- Your assignment: Look below for the line with "List all text" and the line with "List all labels, markers"; repeat exactly those two lines and all lines between them, but no pictures.

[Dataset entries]
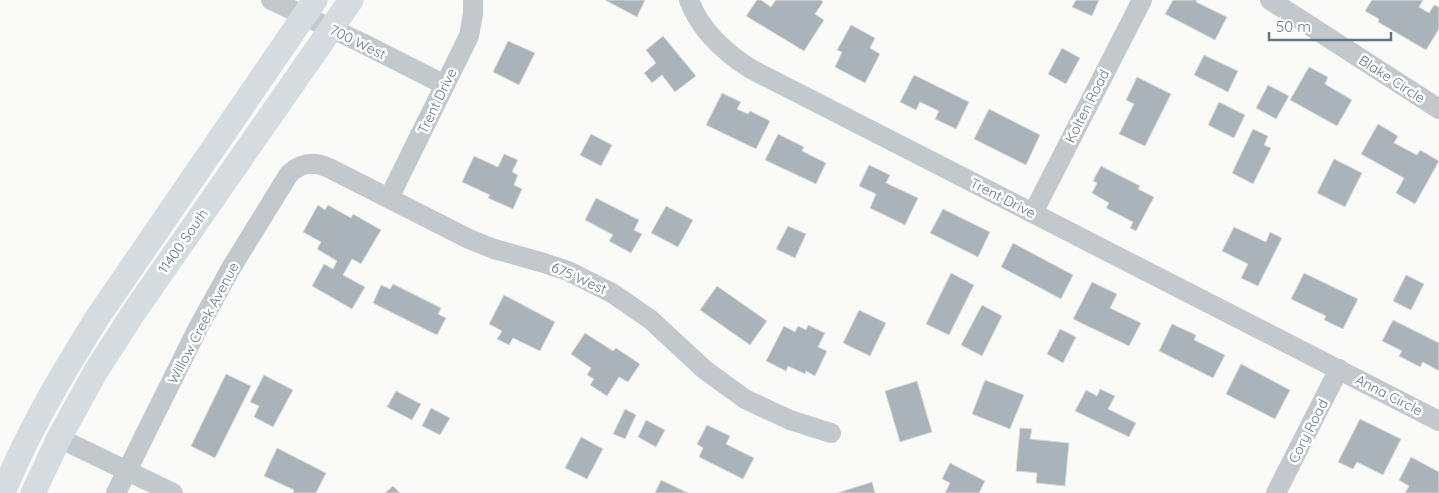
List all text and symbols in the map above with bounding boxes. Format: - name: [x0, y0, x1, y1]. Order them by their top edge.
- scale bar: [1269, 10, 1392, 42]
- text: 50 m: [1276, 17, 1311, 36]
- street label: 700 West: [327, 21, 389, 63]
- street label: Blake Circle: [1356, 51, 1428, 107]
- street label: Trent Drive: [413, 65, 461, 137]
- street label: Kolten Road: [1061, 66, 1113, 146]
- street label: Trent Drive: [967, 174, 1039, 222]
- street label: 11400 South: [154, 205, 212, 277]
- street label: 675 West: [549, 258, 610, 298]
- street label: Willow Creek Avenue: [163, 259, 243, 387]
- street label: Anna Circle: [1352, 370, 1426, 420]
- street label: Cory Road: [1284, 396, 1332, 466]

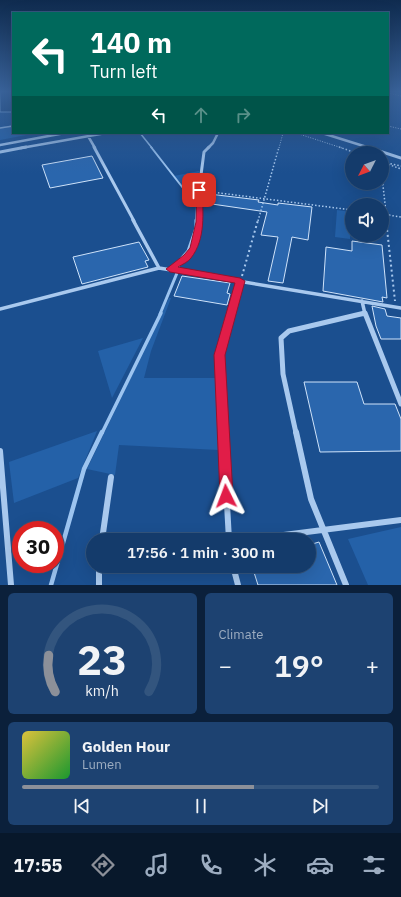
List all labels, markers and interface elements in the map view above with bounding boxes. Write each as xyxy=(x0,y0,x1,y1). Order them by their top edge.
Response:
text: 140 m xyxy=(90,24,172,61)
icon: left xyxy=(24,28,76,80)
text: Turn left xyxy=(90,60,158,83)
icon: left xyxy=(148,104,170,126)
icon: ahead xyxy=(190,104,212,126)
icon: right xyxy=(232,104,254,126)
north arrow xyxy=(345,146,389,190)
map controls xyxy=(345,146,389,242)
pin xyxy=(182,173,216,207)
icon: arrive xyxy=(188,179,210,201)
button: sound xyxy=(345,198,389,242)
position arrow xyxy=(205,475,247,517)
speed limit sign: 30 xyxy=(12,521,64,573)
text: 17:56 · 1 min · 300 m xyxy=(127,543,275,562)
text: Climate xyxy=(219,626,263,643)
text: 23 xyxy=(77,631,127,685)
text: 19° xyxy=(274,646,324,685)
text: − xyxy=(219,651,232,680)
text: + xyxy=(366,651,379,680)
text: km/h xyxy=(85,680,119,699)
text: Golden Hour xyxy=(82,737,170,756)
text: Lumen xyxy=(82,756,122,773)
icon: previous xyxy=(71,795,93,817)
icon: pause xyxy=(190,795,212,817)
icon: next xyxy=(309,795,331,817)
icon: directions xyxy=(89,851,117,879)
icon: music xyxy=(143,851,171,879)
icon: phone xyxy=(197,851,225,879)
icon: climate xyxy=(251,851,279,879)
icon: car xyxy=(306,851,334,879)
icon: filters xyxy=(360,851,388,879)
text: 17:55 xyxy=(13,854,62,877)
==
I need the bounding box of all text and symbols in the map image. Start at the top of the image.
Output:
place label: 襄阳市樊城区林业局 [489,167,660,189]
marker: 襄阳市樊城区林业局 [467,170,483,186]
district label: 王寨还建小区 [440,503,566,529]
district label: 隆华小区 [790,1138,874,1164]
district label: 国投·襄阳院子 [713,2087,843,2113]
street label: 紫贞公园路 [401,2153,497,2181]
--
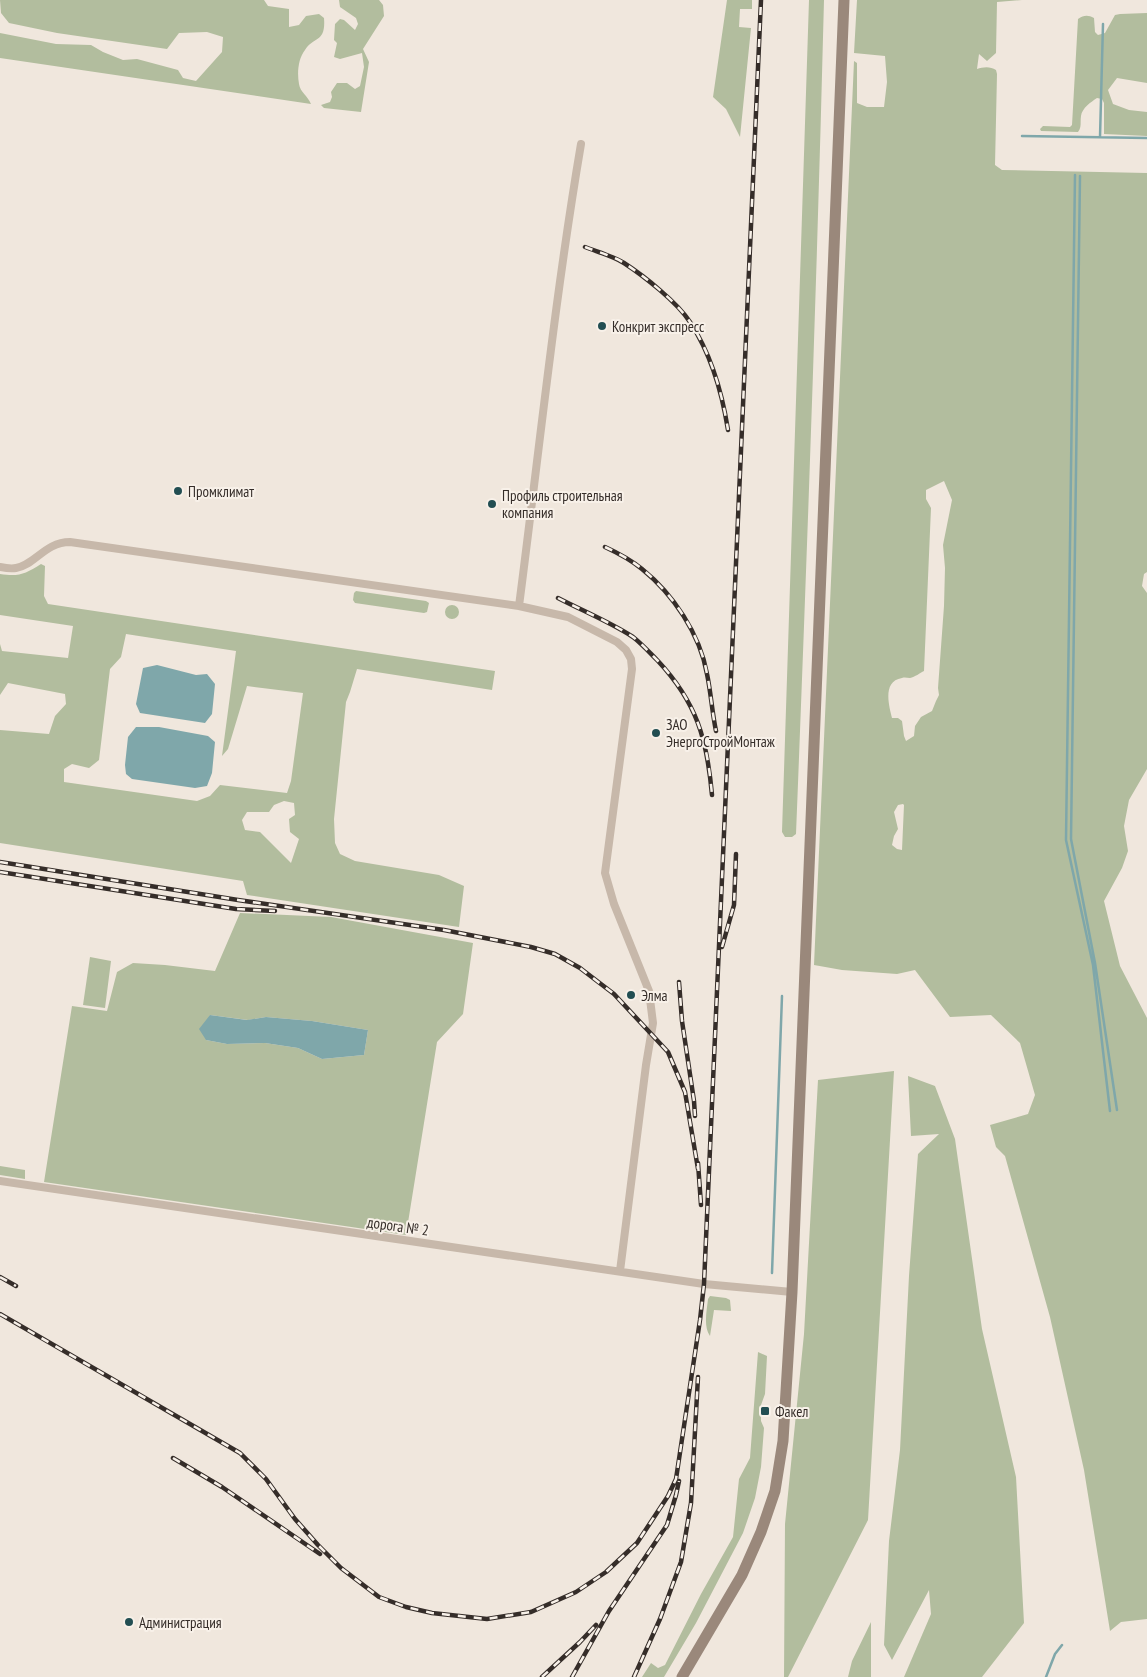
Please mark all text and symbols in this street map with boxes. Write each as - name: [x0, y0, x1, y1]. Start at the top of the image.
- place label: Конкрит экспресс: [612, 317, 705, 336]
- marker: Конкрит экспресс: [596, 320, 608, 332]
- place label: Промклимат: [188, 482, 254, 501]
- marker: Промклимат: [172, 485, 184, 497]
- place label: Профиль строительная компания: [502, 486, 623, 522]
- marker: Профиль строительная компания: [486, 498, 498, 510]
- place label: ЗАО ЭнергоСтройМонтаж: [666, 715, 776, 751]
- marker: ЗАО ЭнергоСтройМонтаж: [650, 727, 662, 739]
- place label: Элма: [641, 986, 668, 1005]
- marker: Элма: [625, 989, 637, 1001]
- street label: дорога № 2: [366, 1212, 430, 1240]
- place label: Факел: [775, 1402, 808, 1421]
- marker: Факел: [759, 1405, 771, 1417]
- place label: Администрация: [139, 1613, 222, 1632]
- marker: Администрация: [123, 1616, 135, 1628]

- The completed task:
List all text and symbols in the map above with bounding boxes. Format: - name: [x0, y0, x1, y1]. Order them by their top edge.
- scale bar: [1269, 10, 1392, 42]
- text: 50 m: [1276, 17, 1311, 36]
- street label: 700 West: [327, 21, 389, 63]
- street label: Blake Circle: [1356, 51, 1428, 107]
- street label: Trent Drive: [413, 65, 461, 137]
- street label: Kolten Road: [1061, 66, 1113, 146]
- street label: Trent Drive: [967, 174, 1039, 222]
- street label: 11400 South: [154, 205, 212, 277]
- street label: 675 West: [549, 258, 610, 298]
- street label: Willow Creek Avenue: [163, 259, 243, 387]
- street label: Anna Circle: [1352, 370, 1426, 420]
- street label: Cory Road: [1284, 396, 1332, 466]

List all labels, markers and interface elements in the map view above with bounding boxes. Write each as xyxy=(x0,y0,x1,y1). Order them by their top edge.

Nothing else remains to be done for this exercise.